Search code examples
python-3.xweb-scrapingpython-requestsxmlhttprequest

Why cant I access full response code of a website?


I would like to check this website periodically if there is an opening to give me a warning in case of an opening. There is no client-side HTML request (XHR) from an API to utilize hence, I decided to scrape the website however, I cannot see the parts of the HTML code in the response I get from my request. Here is the part of the website Im interested in: enter image description here

Then, I made this get request to scrape it with BS.

import requests
headers = {
    'User-Agent': 'Mozilla/5.0 (Macintosh; Intel Mac OS X 10_15_7) AppleWebKit/537.36 (KHTML, like Gecko) Chrome/90.0.4430.212 Safari/537.36', 
    'From': '[email protected]'
}
url = 'https://service.berlin.de/terminvereinbarung/termin/day/'
cd = { 'sessionid': '123..'}
r = requests.get(url,headers=headers,cookies=cd)
r.content

However, in the response, none of the classes that are part of that timetable are present. Is there way to get the full html and then scrape it somehow?


Solution

  • The reason you can't see those tables is because they aren't part of the static webpage. Most modern websites load their content via client side javascript (which runs whenever you open the page), rather than server side (runs before it sends the html to the browser). This means that when you get the request with the request library, you're only getting the HTML that the server sent, not the HTML after all the javascript has executed.

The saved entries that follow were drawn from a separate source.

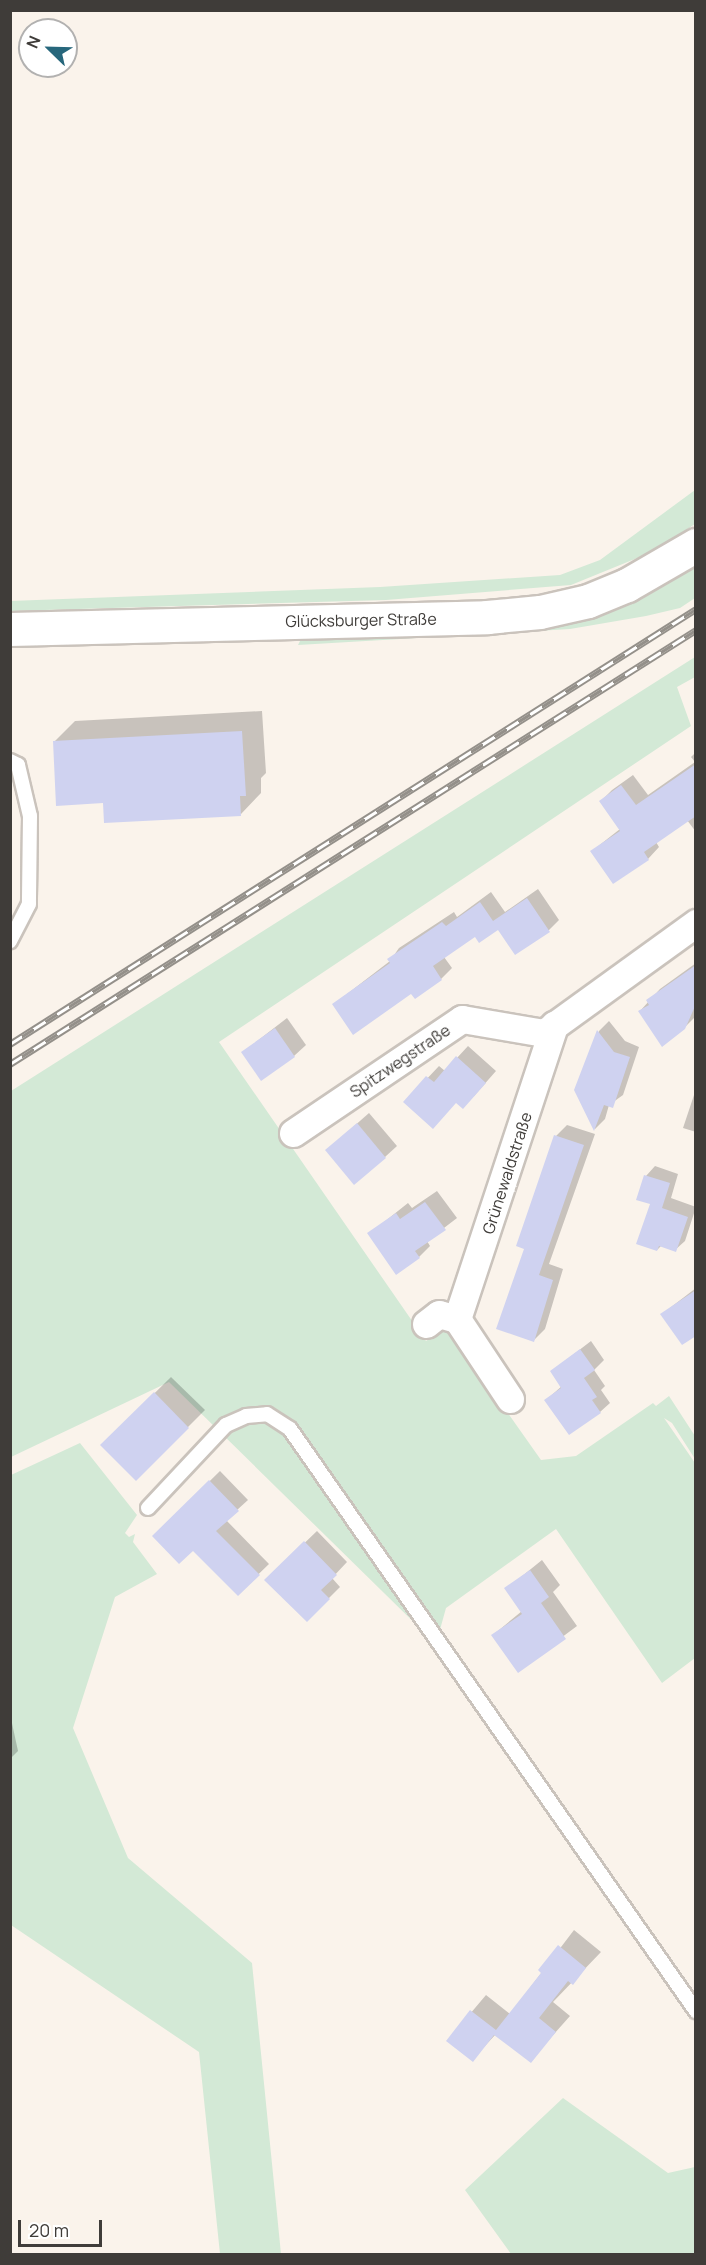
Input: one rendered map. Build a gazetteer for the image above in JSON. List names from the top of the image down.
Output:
{
  "streets": {
    "main road": ["Glücksburger Straße"],
    "street": ["Spitzwegstraße", "Grünewaldstraße"]
  },
  "crossings": [
    ["Spitzwegstraße", "Grünewaldstraße"]
  ],
  "scale_bar": "20 m",
  "north": "top left"
}
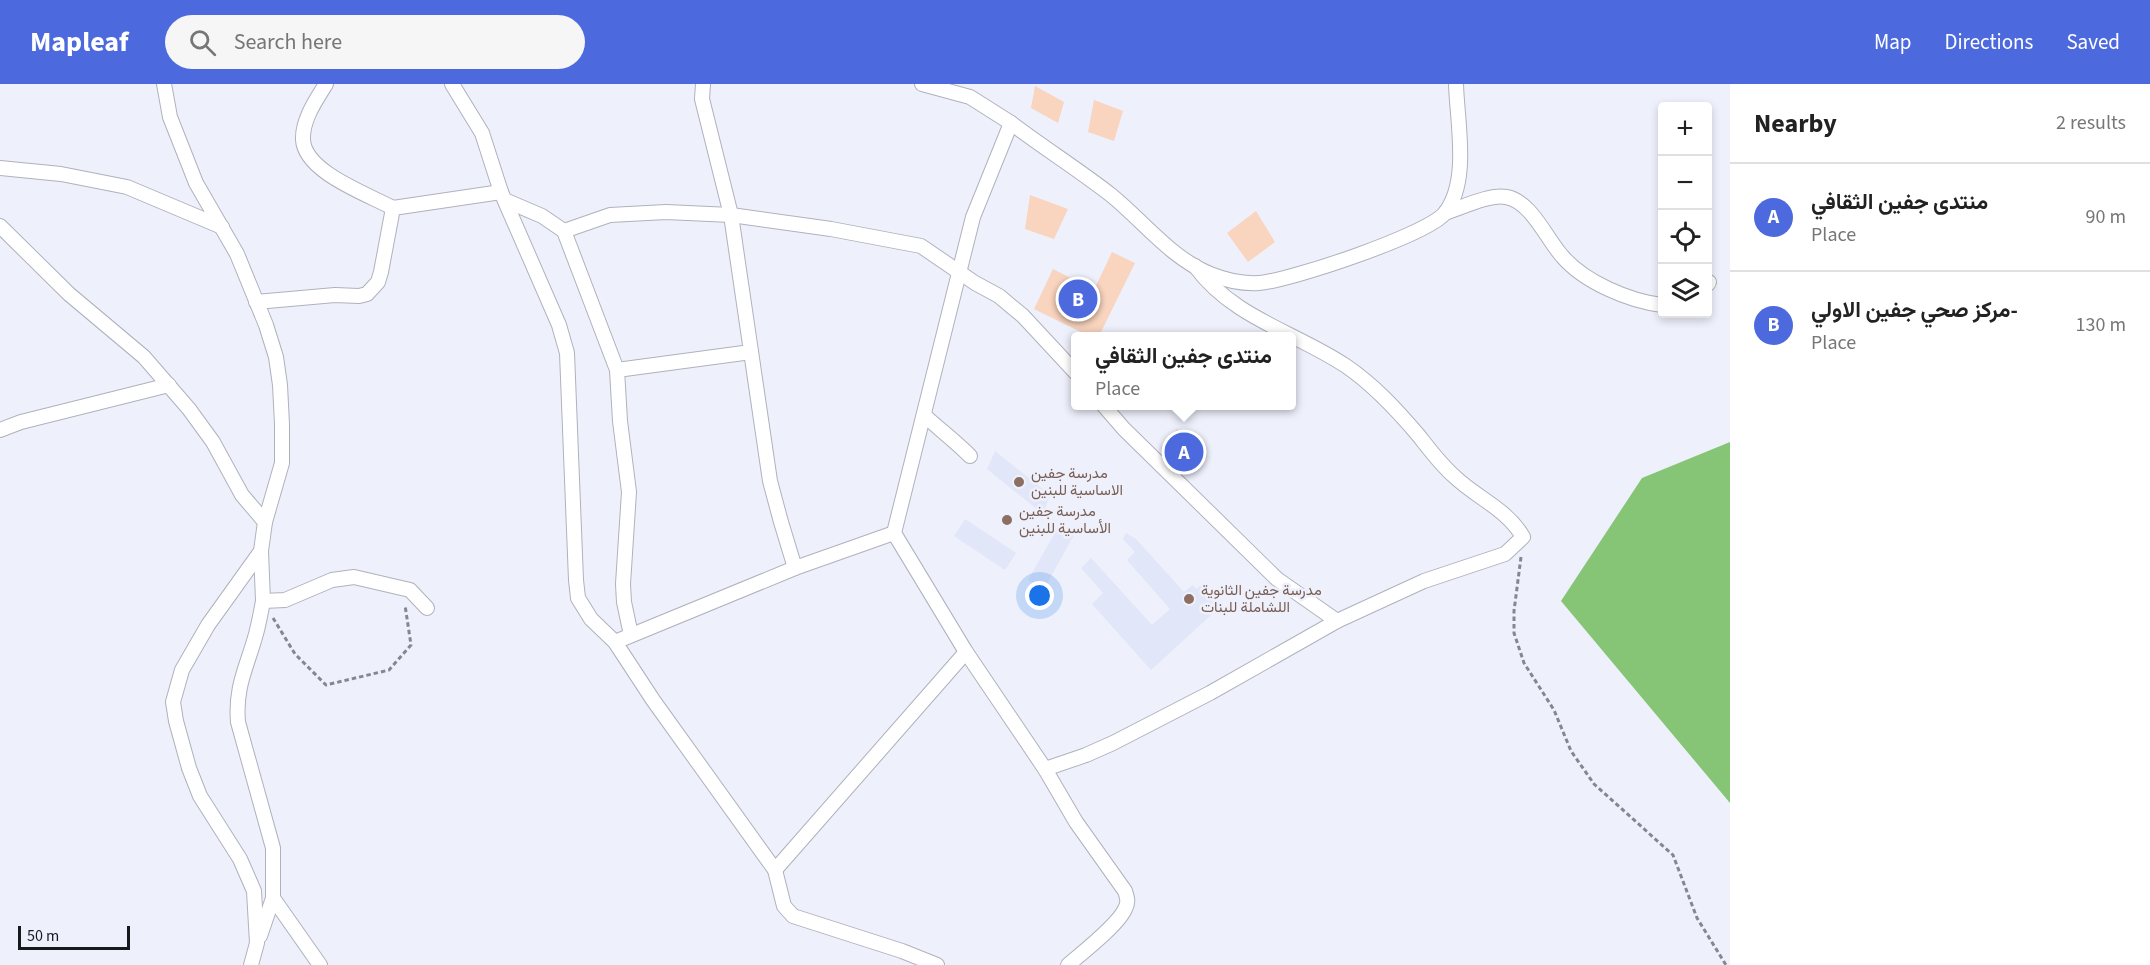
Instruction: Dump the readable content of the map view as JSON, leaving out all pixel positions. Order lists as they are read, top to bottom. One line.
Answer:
{"places":["مدرسة جفين الاساسية للبنين","مدرسة جفين الأساسية للبنين","مدرسة جفين الثانوية اللشاملة للبنات"],"scale_bar":"50 m","page":{"header":"Mapleaf","search":"Search here","nav":["Map","Directions","Saved"],"heading":["Nearby","2 results"],"map_buttons":["+","−"],"list":[{"mark":"A","name":"منتدى جفين الثقافي","note":"Place","value":"90 m"},{"mark":"B","name":"مركز صحي جفين الاولي-","note":"Place","value":"130 m"}],"pins":["B","A"],"popup":["منتدى جفين الثقافي","Place"],"scale":"50 m"}}
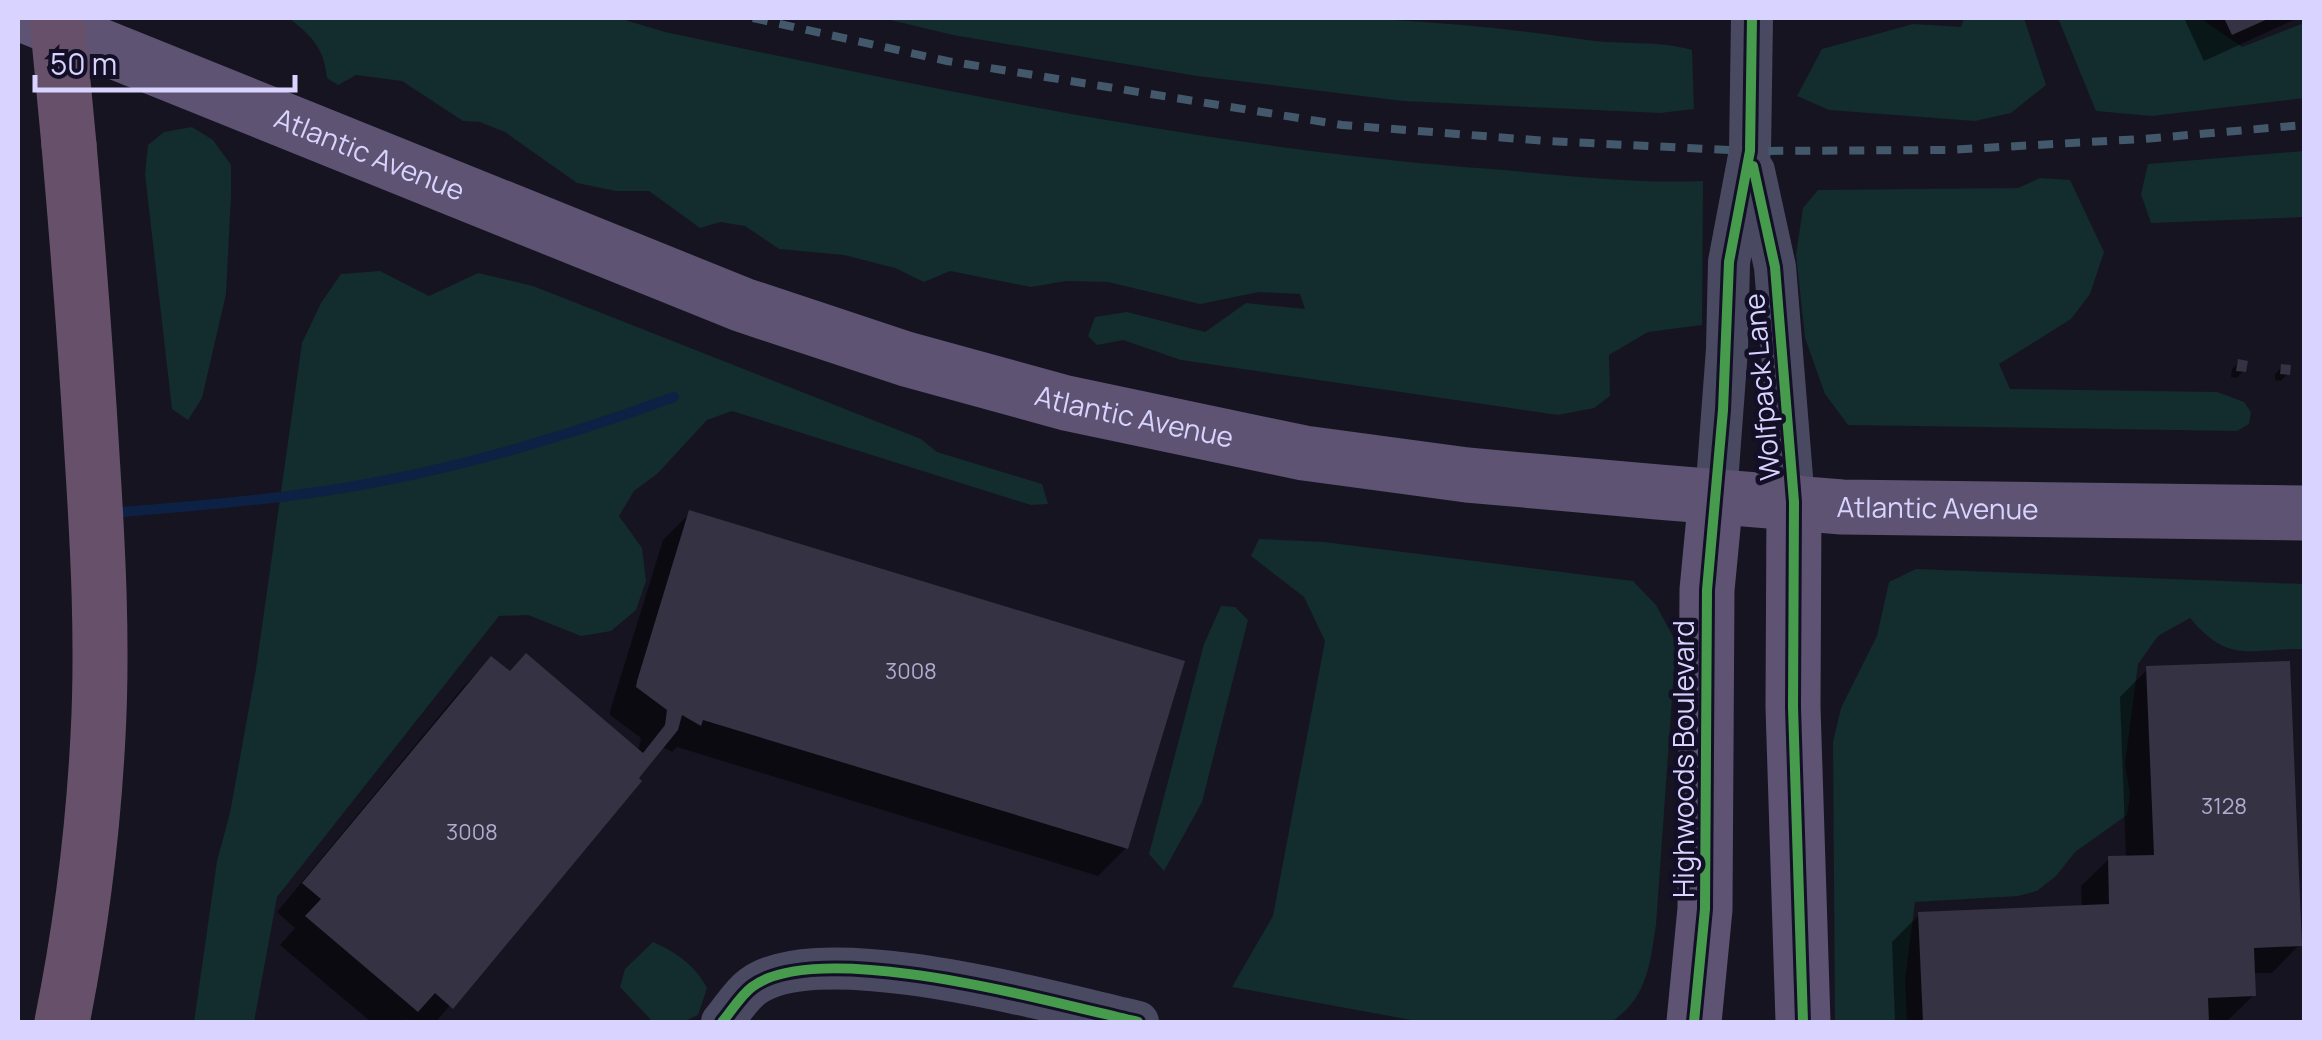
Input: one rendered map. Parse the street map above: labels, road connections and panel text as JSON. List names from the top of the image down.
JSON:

    The solution to this problem is to load the webpage in an actual browser, rather than just grabbing the html. This allows the Javascript to load the content before you scrape the site.

    I suggest you checkout Selenium, which is a library which lets you programmatically control a browser. Using this browser you can navigate to your website, wait for the content to load, then scrape it, all from Python. You can find the documentation here: https://selenium-python.readthedocs.io/